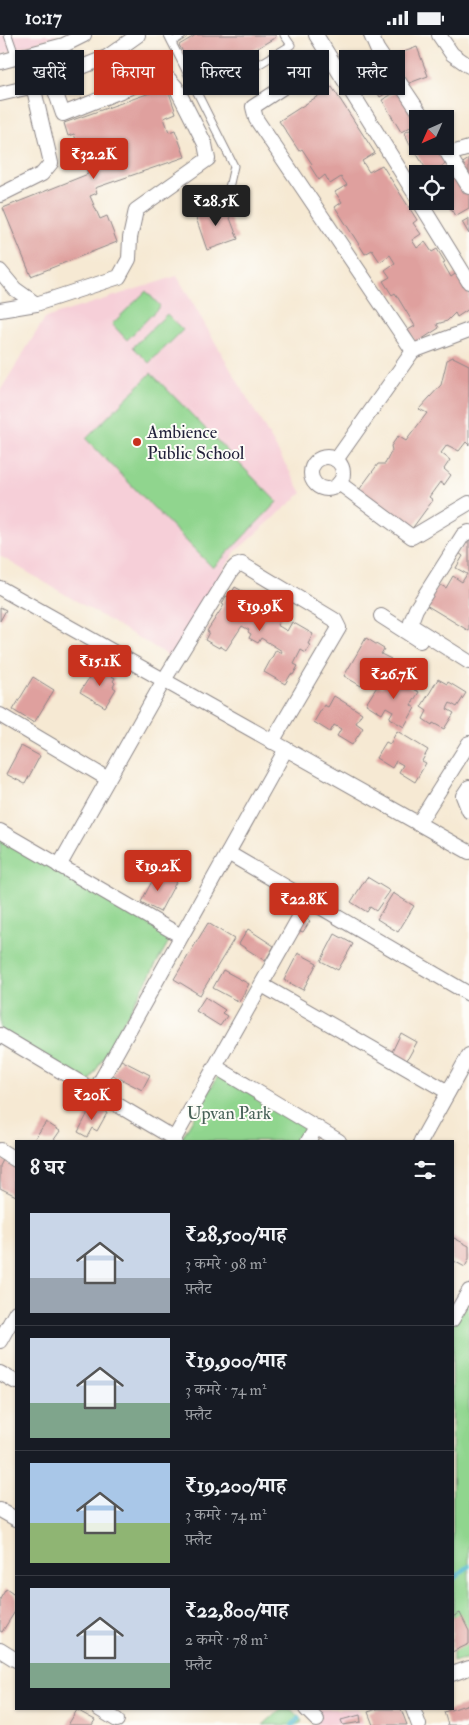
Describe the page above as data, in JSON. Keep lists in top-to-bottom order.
{
  "parks": ["Upvan Park"],
  "places": ["Ambience Public School"],
  "north": "bottom left",
  "page": {
    "status": "10:17",
    "chip": [
      "खरीदें",
      "किराया",
      "फ़िल्टर",
      "नया",
      "फ़्लैट"
    ],
    "price": [
      "₹32.2K",
      "₹28.5K",
      "₹19.9K",
      "₹15.1K",
      "₹26.7K",
      "₹19.2K",
      "₹22.8K",
      "₹20K"
    ],
    "heading": "8 घर",
    "list": [
      {
        "name": "₹28,500/माह",
        "note": "3 कमरे · 98 m² · फ़्लैट"
      },
      {
        "name": "₹19,900/माह",
        "note": "3 कमरे · 74 m² · फ़्लैट"
      },
      {
        "name": "₹19,200/माह",
        "note": "3 कमरे · 74 m² · फ़्लैट"
      },
      {
        "name": "₹22,800/माह",
        "note": "2 कमरे · 78 m² · फ़्लैट"
      }
    ]
  }
}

■ What the task requires
Copy every line of the records exactly as it is written, but not the pictures.

■ Solution below
Describe the page above as data, in JSON. Keep lists in top-to-bottom order.
{
  "parks": ["Upvan Park"],
  "places": ["Ambience Public School"],
  "north": "bottom left",
  "page": {
    "status": "10:17",
    "chip": [
      "खरीदें",
      "किराया",
      "फ़िल्टर",
      "नया",
      "फ़्लैट"
    ],
    "price": [
      "₹32.2K",
      "₹28.5K",
      "₹19.9K",
      "₹15.1K",
      "₹26.7K",
      "₹19.2K",
      "₹22.8K",
      "₹20K"
    ],
    "heading": "8 घर",
    "list": [
      {
        "name": "₹28,500/माह",
        "note": "3 कमरे · 98 m² · फ़्लैट"
      },
      {
        "name": "₹19,900/माह",
        "note": "3 कमरे · 74 m² · फ़्लैट"
      },
      {
        "name": "₹19,200/माह",
        "note": "3 कमरे · 74 m² · फ़्लैट"
      },
      {
        "name": "₹22,800/माह",
        "note": "2 कमरे · 78 m² · फ़्लैट"
      }
    ]
  }
}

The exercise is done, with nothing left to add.